Records to process:
==============================

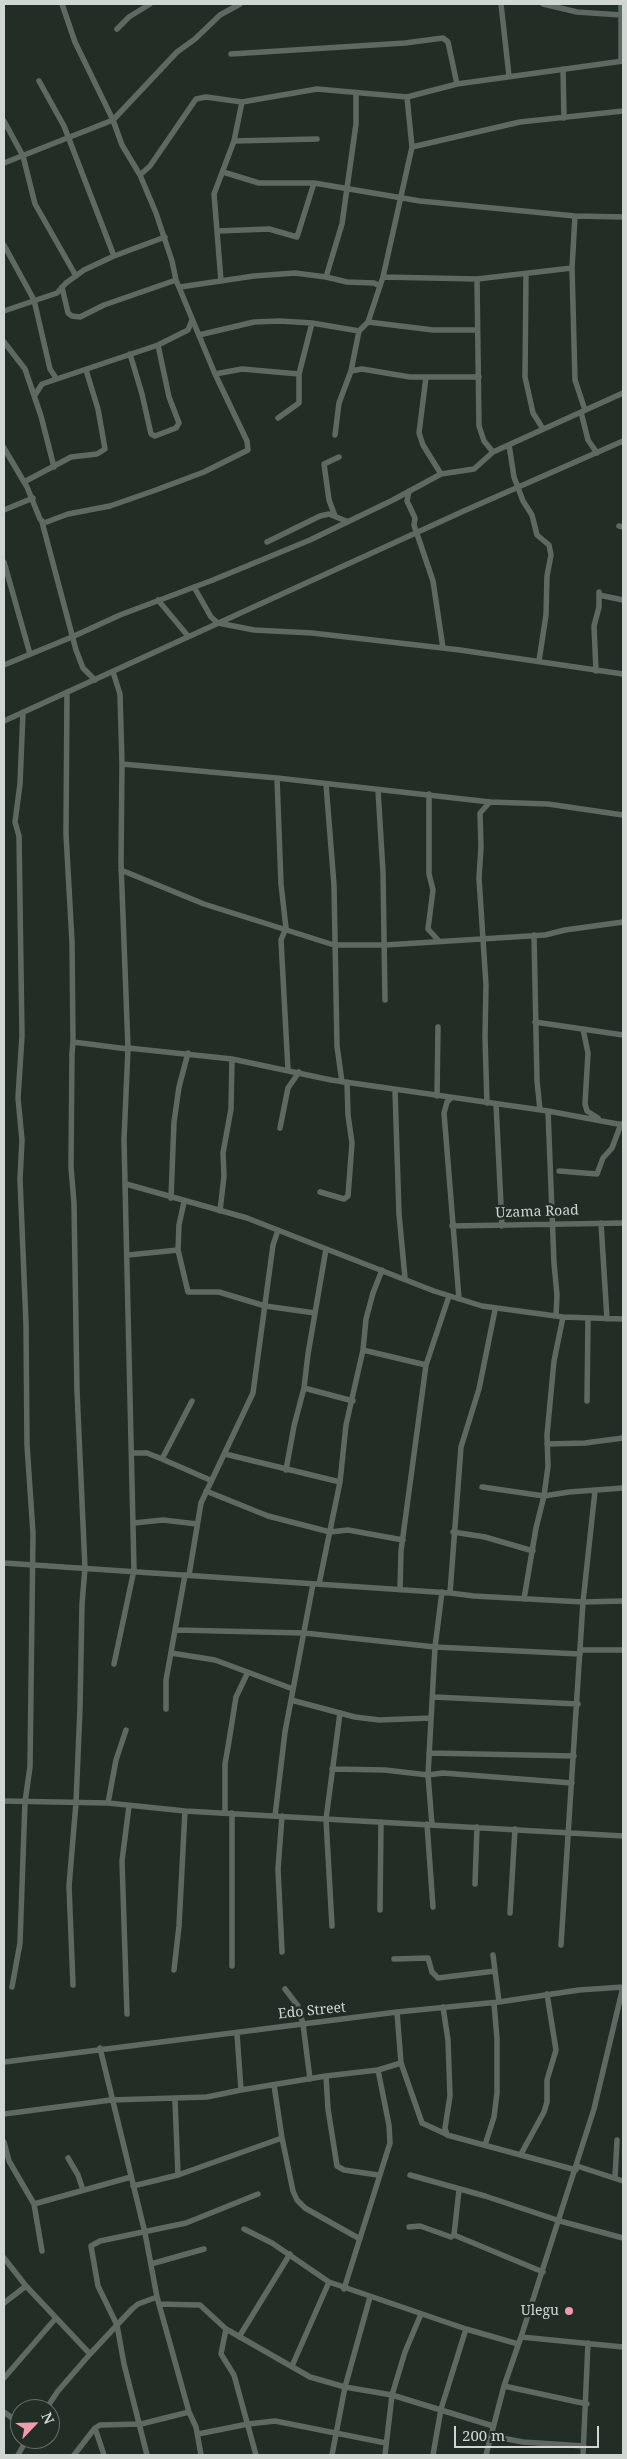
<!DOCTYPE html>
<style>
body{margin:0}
#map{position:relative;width:627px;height:2459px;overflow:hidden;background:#222d26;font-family:"Noto Serif",serif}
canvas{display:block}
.frame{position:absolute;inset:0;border:5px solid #d0d7d2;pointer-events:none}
.north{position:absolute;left:10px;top:2399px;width:50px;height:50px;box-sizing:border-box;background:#222d26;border:1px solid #68716b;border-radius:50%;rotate:66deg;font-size:14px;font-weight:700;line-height:20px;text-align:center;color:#d0d7d2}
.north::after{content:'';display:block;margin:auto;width:18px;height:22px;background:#f29aae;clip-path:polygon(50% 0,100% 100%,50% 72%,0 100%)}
.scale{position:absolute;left:454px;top:2426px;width:145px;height:22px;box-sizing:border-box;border:2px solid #d0d7d2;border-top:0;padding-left:6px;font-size:15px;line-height:18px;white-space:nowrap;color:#d0d7d2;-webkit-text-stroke:4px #222d26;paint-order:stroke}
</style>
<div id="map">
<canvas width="627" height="2459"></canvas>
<div class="frame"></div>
<div class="north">N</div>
<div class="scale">200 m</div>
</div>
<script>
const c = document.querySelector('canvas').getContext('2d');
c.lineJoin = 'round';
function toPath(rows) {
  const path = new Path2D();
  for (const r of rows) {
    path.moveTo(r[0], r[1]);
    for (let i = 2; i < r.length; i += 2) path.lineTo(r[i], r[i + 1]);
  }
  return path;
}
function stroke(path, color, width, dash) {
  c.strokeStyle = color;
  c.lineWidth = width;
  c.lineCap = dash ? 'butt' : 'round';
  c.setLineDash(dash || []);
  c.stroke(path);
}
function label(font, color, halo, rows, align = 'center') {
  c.font = font + ' "Noto Serif",serif';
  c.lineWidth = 5;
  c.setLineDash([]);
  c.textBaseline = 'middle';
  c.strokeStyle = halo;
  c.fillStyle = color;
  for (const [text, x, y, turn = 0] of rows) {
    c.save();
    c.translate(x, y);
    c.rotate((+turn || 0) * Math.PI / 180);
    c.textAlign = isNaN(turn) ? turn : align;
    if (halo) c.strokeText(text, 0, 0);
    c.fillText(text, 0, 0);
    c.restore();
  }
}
stroke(toPath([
 [501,4,509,76],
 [543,4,577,12,621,15],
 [117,29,129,17,150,4],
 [231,54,405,43,443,38,448,42,457,84],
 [621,61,621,4],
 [563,69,564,118],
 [39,81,64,126,114,256],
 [407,97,412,147,383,277,477,279,572,268],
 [242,102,317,89,407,97,457,84,623,61],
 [4,121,23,156,35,204,76,276],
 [234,141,317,139],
 [412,147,520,122,623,111],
 [4,163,113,120,177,52,195,39,220,15,240,4],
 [223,172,259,183,314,183,420,201,575,216,623,217],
 [140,175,150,166,196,99,206,97,242,102,234,141,214,194,221,281],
 [575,216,572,268,575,380,585,410],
 [217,231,269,229,297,237,314,183],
 [4,245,34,300,50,369,56,378],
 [526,274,525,377,533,413,543,429],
 [326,277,342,224,356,124,356,93],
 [477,279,479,426,484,441,493,452],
 [62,287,68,313,72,316,80,317,104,305,176,280],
 [180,287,254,276,295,273,326,277,347,282,374,283,380,286],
 [4,311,57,293,66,283,84,270,114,256,165,237],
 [368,322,433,330,477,330],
 [199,335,254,322,280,321,312,323,359,331],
 [4,342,25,369,41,416,54,467],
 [130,354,142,394,151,434,155,436,176,428,179,423,169,397,158,345],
 [351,371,362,369,410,377,479,377],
 [215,374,242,369,299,374],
 [426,377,419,433,423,445,441,474],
 [35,395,42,384,158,345,188,330,192,320],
 [581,412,588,440,597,453],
 [278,418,299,403,299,374,312,323],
 [335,435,339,403,351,371,359,331,368,322,383,277],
 [509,445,514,477,523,501,532,515,537,535,549,545,551,555,547,576,546,615,539,661],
 [4,448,27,487,40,519,44,523,68,514,110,506,156,490,204,472,248,450,247,441,215,374,176,280,172,261,156,213,140,175,122,145,113,120,75,42,62,4],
 [24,482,71,457,97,454,105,449,98,409,86,370],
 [409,491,407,501,415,518,414,525,433,581,443,648],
 [4,510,33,498],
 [335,516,329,500,324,464,339,457],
 [42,522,76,650,83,668,95,680],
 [619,526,623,527],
 [267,542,320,516,329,514,346,521],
 [4,562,30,654],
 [194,587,211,617,218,623,254,630,312,633,460,650,623,674],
 [599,595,623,600],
 [158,600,188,636],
 [4,665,72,637,120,615,213,580,310,540,393,500,441,474,474,469,493,452,623,393],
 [596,671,594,626,599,607,599,592],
 [113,672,120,694,122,764,121,863,128,1048,124,1140,134,1570,114,1664],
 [67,692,66,834,72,942,73,1042],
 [4,721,466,510,623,441],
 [122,764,277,778,490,802,548,804,623,815],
 [277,778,281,884,286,928,281,940,288,1070],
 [326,784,334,885,337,1046,342,1082],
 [378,790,383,872,385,1000],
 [429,794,429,874,433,890,428,929,439,941],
 [121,870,204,904,334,945,385,945,545,935,565,930,623,922],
 [534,935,537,1081,540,1110],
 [535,1022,623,1035],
 [583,1029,588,1053,585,1104,587,1111,598,1118],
 [128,1048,232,1059,331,1080,548,1111,623,1125],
 [395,1090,399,1214,405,1278],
 [437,1096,438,1027],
 [451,1098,447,1102,444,1113,459,1299],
 [487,1103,485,1037,486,985,479,878,481,847,480,813,490,802],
 [496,1104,502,1226],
 [548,1111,554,1263,557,1295,556,1316],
 [280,1128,288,1088,299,1072],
 [559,1171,597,1174,603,1158,612,1148,621,1124],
 [126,1184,247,1218,434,1291,482,1306,563,1317,623,1319],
 [320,1192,344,1199,348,1196,352,1143,348,1115,347,1082],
 [171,1198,174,1122,179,1087,188,1053],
 [184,1202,179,1225,178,1250,188,1292,219,1292,265,1306,315,1313],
 [220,1211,224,1176,223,1153,231,1109,232,1059],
 [601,1223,607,1319],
 [452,1226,623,1223],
 [128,1255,178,1250],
 [363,1350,426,1365],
 [304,1388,353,1401],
 [587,1401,588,1319],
 [547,1444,585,1443,623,1438],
 [133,1453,147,1453,162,1459,210,1480],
 [225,1454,340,1482],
 [162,1459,192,1401],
 [286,1470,294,1426,304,1388,308,1354,326,1249],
 [482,1487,544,1496,569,1492,623,1488],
 [206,1491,268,1516,330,1532,348,1530,403,1540],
 [134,1523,163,1520,197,1524],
 [453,1532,485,1537,533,1551],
 [4,1563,450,1593,474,1596,583,1602,623,1601],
 [189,1575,201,1503,253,1393,273,1245,278,1230],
 [319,1584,340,1482,346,1425,363,1350,366,1319,373,1293,382,1270],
 [400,1590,401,1551,426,1365,449,1296],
 [450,1593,461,1447,479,1389,495,1310],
 [524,1599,536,1528,544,1496,548,1466,547,1435,554,1361,563,1317],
 [176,1630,304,1633,435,1647,580,1654],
 [580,1650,623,1650],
 [171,1653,215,1660,293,1689],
 [434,1697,578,1704],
 [291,1700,355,1717,379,1720,431,1718],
 [166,1709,166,1680,185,1575],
 [429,1753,574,1756],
 [332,1769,385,1770,428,1775,443,1773,572,1783],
 [4,1801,108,1803,185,1811,623,1836],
 [108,1803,116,1760,126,1730],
 [225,1813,225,1764,229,1741,236,1697,247,1674],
 [275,1816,285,1732,313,1584],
 [427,1824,433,1907],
 [432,1825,428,1775,435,1647,442,1592],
 [475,1884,477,1827],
 [380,1910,381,1822],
 [510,1913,515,1829],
 [332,1926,326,1819,340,1713],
 [561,1945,583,1602,595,1491],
 [282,1952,278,1869,282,1816],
 [493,1955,499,2002],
 [394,1959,428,1958,432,1972,438,1978,495,1971],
 [232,1966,232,1813],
 [174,1970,179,1926,185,1811],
 [73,1985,69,1886,76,1803,80,1708,82,1604,85,1568,77,1391,74,1203,71,1167,72,1053,73,1042,128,1049],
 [12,1987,20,1943,25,1802,30,1767,33,1533,27,1445,26,1324,20,1179,22,1140,18,1098,22,1036,19,836,15,822,20,784,23,712],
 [285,1989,298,2006,303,2024,310,2079],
 [443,2007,448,2040,450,2096,445,2128,447,2135,576,2170],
 [127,2014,122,1861,129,1806],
 [100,2048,145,2233,157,2297,189,2412,196,2427,201,2455],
 [4,2062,397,2012,499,2002,579,1990,623,1987],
 [401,2063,422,2123,446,2134],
 [326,2076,328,2109,337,2166,344,2170,378,2175],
 [274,2085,282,2138,293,2191,297,2200,305,2208,360,2239],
 [241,2090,326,2076,378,2070],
 [175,2100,178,2175],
 [4,2114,111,2100,207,2097,241,2090,237,2034],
 [4,2142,9,2161,34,2204,42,2251],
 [485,2145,494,2117,497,2093,497,2039,494,2003],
 [521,2154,544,2112,547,2102,547,2080,556,2050,547,1994],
 [68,2158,78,2175,83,2190],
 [577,2166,623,2181],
 [410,2175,485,2196,560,2221,623,2238],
 [615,2178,617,2140],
 [133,2186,178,2175,282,2138],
 [459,2190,454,2235,543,2272],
 [34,2204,131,2177],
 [409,2227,420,2226,451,2237,454,2235],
 [244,2229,272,2243,329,2282,466,2329,518,2344],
 [4,2258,26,2286,90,2354,58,2391,46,2409],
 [151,2264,204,2249],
 [344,2289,390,2143,389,2125,378,2070,401,2063,397,2012],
 [4,2303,26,2286],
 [159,2304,200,2305,226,2329,310,2377,345,2387,392,2395,493,2426],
 [226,2329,221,2354,234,2375,256,2455],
 [239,2337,290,2254],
 [521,2337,594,2109,623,1987],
 [90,2354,132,2309,138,2304,157,2297],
 [292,2366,329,2282],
 [4,2378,56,2318],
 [504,2386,587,2404],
 [4,2412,20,2424],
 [95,2428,104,2455],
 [198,2434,248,2424,275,2421,386,2443],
 [491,2436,523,2442,584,2446],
 [18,2455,27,2439],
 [74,2455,95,2428,100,2425,141,2424,189,2412],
 [147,2455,124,2364,117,2325,98,2286,91,2246,100,2241,186,2223,258,2194],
 [332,2455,345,2387,370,2297],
 [385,2455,392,2395,405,2352,421,2314],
 [433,2455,441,2409,466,2329],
 [486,2455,504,2386,521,2337,623,2347],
 [583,2455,588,2343]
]), '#5e6a61', 5.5);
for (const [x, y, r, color] of [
 [569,2311,5,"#f29aae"]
]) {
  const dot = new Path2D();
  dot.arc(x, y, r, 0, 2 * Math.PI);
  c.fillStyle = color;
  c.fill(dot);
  stroke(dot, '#222d26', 2);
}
label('14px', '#d0d7d2', '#222d26', [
 ["Uzama Road",537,1212,-2],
 ["Edo Street",312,2011,-6]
]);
label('14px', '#d0d7d2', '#222d26', [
 ["Ulegu",559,2311]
], 'right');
</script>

==============================

Exercise brief: The lines above starting at the one that contains "for (const r" and ending at the one that contains "function label(font, color, halo, rows, align" must be transcribed exactly, and no other lines may appear.

Answer space:
  for (const r of rows) {
    path.moveTo(r[0], r[1]);
    for (let i = 2; i < r.length; i += 2) path.lineTo(r[i], r[i + 1]);
  }
  return path;
}
function stroke(path, color, width, dash) {
  c.strokeStyle = color;
  c.lineWidth = width;
  c.lineCap = dash ? 'butt' : 'round';
  c.setLineDash(dash || []);
  c.stroke(path);
}
function label(font, color, halo, rows, align = 'center') {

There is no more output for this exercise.